§ PROVIDED DATA
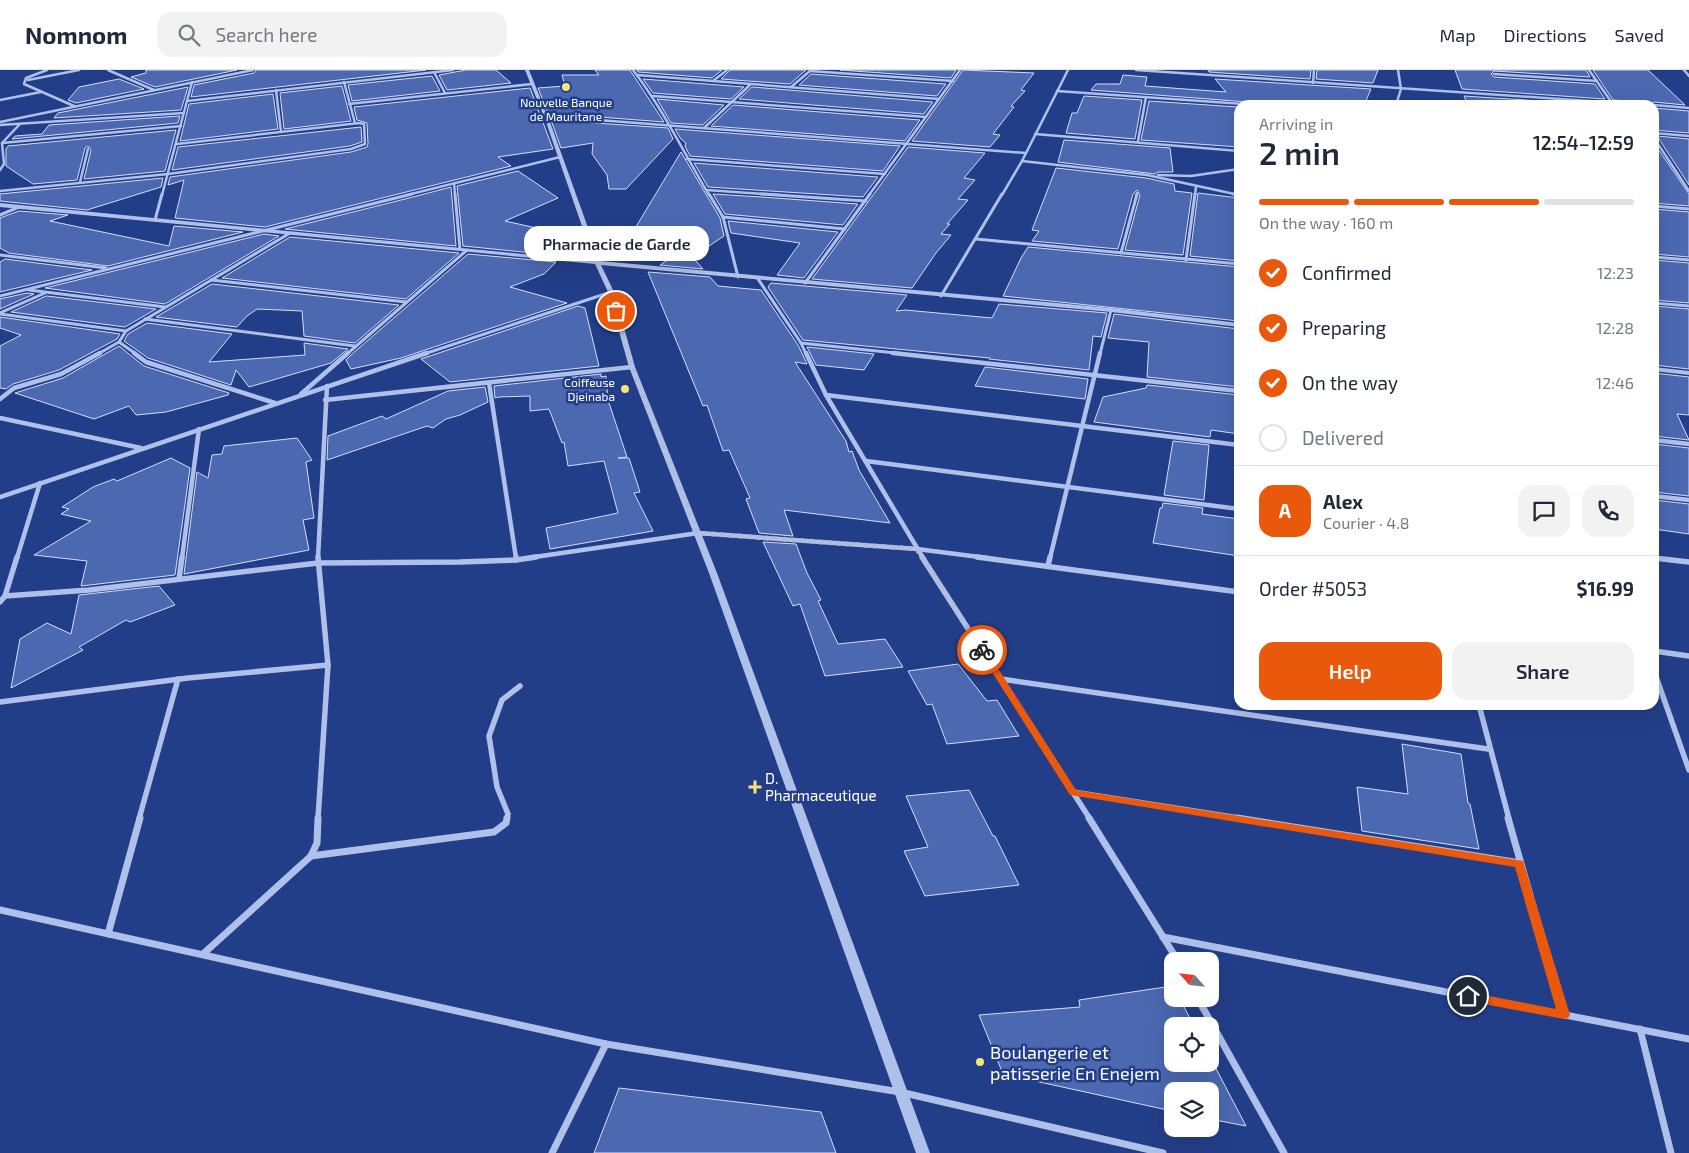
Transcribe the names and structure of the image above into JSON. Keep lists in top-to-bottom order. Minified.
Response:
{"places":{"other":["Nouvelle Banque de Mauritane","Pharmacie de Garde","Coiffeuse Djeinaba","Boulangerie et patisserie En Enejem"],"health":["D. Pharmaceutique"]},"north":"top left","page":{"header":"Nomnom","search":"Search here","nav":["Map","Directions","Saved"],"heading":["2 min","Arriving in","12:54–12:59"],"panel":["Alex","Courier · 4.8","Order #5053","$16.99"],"bar":"On the way · 160 m","bubble":"Pharmacie de Garde","list":[["Confirmed","12:23"],["Preparing","12:28"],["On the way","12:46"],"Delivered"],"round":"A","buttons":["Help","Share"]}}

§ TASK STATEMENT
Output the listing above exactly, pictures omitted.

§ RESULT BELOW
Transcribe the names and structure of the image above into JSON. Keep lists in top-to-bottom order. Minified.
Response:
{"places":{"other":["Nouvelle Banque de Mauritane","Pharmacie de Garde","Coiffeuse Djeinaba","Boulangerie et patisserie En Enejem"],"health":["D. Pharmaceutique"]},"north":"top left","page":{"header":"Nomnom","search":"Search here","nav":["Map","Directions","Saved"],"heading":["2 min","Arriving in","12:54–12:59"],"panel":["Alex","Courier · 4.8","Order #5053","$16.99"],"bar":"On the way · 160 m","bubble":"Pharmacie de Garde","list":[["Confirmed","12:23"],["Preparing","12:28"],["On the way","12:46"],"Delivered"],"round":"A","buttons":["Help","Share"]}}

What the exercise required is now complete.